* parity data
@ 2008-09-07 5:43 Eric Anopolsky
2008-09-08 14:47 ` Chris Mason
0 siblings, 1 reply; 7+ messages in thread
From: Eric Anopolsky @ 2008-09-07 5:43 UTC (permalink / raw)
To: linux-btrfs
[-- Attachment #1: Type: text/plain, Size: 433 bytes --]
Hi,
A couple of questions.
1. Does btrfs currently have anything like raid 5 or 6?
2. One guy on my LUG's mailing list is really excited about the
potential for setting redundancy on a per-file basis.
I.e. /home/eric/criticalfile gets mirrored across all of the drives in
the filesystem but /home/eric/temporaryfile gets striped. I'm skeptical.
Is it a good idea to allow people/programs to do this?
Cheers,
Eric
[-- Attachment #2: This is a digitally signed message part --]
[-- Type: application/pgp-signature, Size: 189 bytes --]
^ permalink raw reply [flat|nested] 7+ messages in thread
* Re: parity data
2008-09-07 5:43 parity data Eric Anopolsky
@ 2008-09-08 14:47 ` Chris Mason
2008-09-09 0:46 ` Eric Anopolsky
0 siblings, 1 reply; 7+ messages in thread
From: Chris Mason @ 2008-09-08 14:47 UTC (permalink / raw)
To: Eric Anopolsky; +Cc: linux-btrfs
On Sat, 2008-09-06 at 23:43 -0600, Eric Anopolsky wrote:
> Hi,
>
> A couple of questions.
>
> 1. Does btrfs currently have anything like raid 5 or 6?
>
Not yet, it might one day.
> 2. One guy on my LUG's mailing list is really excited about the
> potential for setting redundancy on a per-file basis.

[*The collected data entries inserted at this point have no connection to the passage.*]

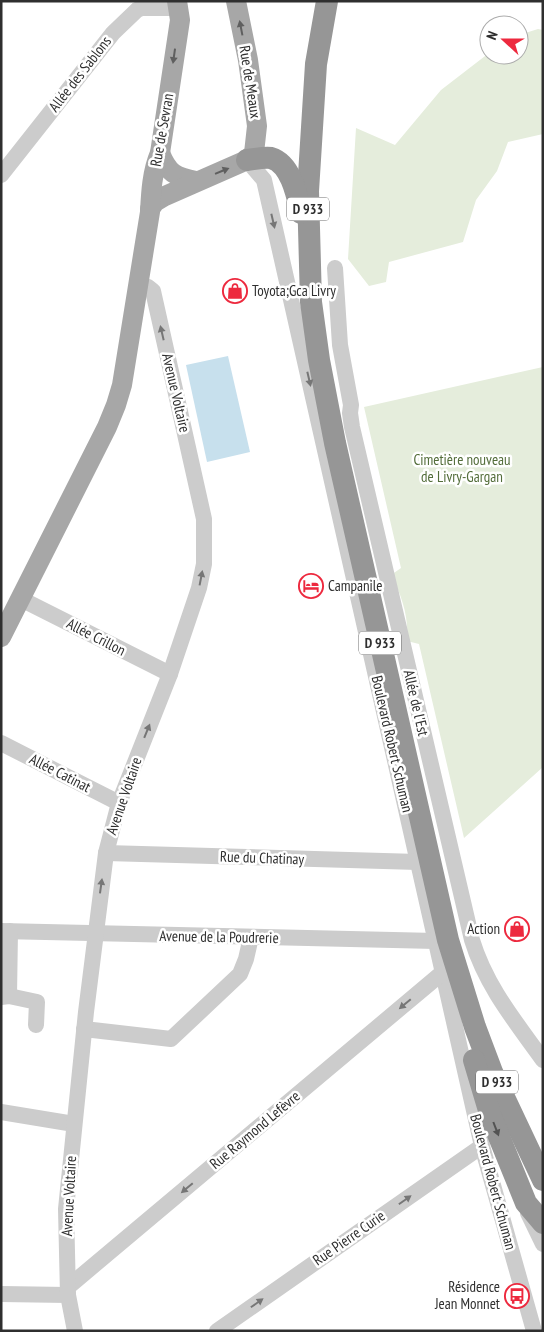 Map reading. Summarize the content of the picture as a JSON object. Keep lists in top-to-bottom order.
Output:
{
  "streets": {
    "highway": ["D 933"],
    "main road": ["Rue de Meaux", "Rue de Sevran"],
    "street": [
      "Allée des Sablons",
      "Avenue Voltaire",
      "Allée Crillon",
      "Allée de l'Est",
      "Boulevard Robert Schuman",
      "Allée Catinat",
      "Rue du Chatinay",
      "Avenue de la Poudrerie",
      "Rue Raymond Lefèvre",
      "Rue Pierre Curie"
    ]
  },
  "crossings": [
    ["Allée des Sablons", "Rue de Sevran"],
    ["Rue de Meaux", "Boulevard Robert Schuman"],
    ["Rue de Sevran", "Avenue Voltaire"],
    ["Rue de Sevran", "Allée Crillon"],
    ["D 933", "Boulevard Robert Schuman"],
    ["D 933", "Rue Raymond Lefèvre"],
    ["Avenue Voltaire", "Allée Crillon"],
    ["Avenue Voltaire", "Allée Catinat"],
    ["Avenue Voltaire", "Rue du Chatinay"],
    ["Avenue Voltaire", "Avenue de la Poudrerie"],
    ["Avenue Voltaire", "Rue Raymond Lefèvre"],
    ["Boulevard Robert Schuman", "Rue du Chatinay"],
    ["Boulevard Robert Schuman", "Avenue de la Poudrerie"],
    ["Boulevard Robert Schuman", "Rue Raymond Lefèvre"],
    ["Boulevard Robert Schuman", "Rue Pierre Curie"]
  ],
  "one_way": [
    "Rue de Meaux",
    "Avenue Voltaire",
    "Boulevard Robert Schuman",
    "Rue Raymond Lefèvre",
    "Rue Pierre Curie"
  ],
  "parks": ["Cimetière nouveau de Livry-Gargan"],
  "places": {
    "shop": ["Toyota;Gca Livry", "Action"],
    "hotel": ["Campanile"],
    "bus stop": ["Résidence Jean Monnet"]
  },
  "north": "left"
}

> I.e. /home/eric/criticalfile gets mirrored across all of the drives in
> the filesystem but /home/eric/temporaryfile gets striped. I'm skeptical.
> Is it a good idea to allow people/programs to do this?
In general, yes. Some files or directories are crucial, and some (swap
for example) don't need to survive a crash.
But, I think the flexibility should go a little further. The goal is to
be able to define drive groups and tie files or directory trees to the
drive groups. That way you can say these files go to the fastest drives
and these files go to some other drive type, etc etc.
-chris
^ permalink raw reply [flat|nested] 7+ messages in thread
* Re: parity data
2008-09-08 14:47 ` Chris Mason
@ 2008-09-09 0:46 ` Eric Anopolsky
2008-09-09 10:43 ` Chris Mason
0 siblings, 1 reply; 7+ messages in thread
From: Eric Anopolsky @ 2008-09-09 0:46 UTC (permalink / raw)
To: Chris Mason; +Cc: linux-btrfs
[-- Attachment #1: Type: text/plain, Size: 2460 bytes --]
On Mon, 2008-09-08 at 10:47 -0400, Chris Mason wrote:
> On Sat, 2008-09-06 at 23:43 -0600, Eric Anopolsky wrote:
> > Hi,
> >
> > A couple of questions.
> >
> > 1. Does btrfs currently have anything like raid 5 or 6?
> >
>
> Not yet, it might one day.
>
> > 2. One guy on my LUG's mailing list is really excited about the
> > potential for setting redundancy on a per-file basis.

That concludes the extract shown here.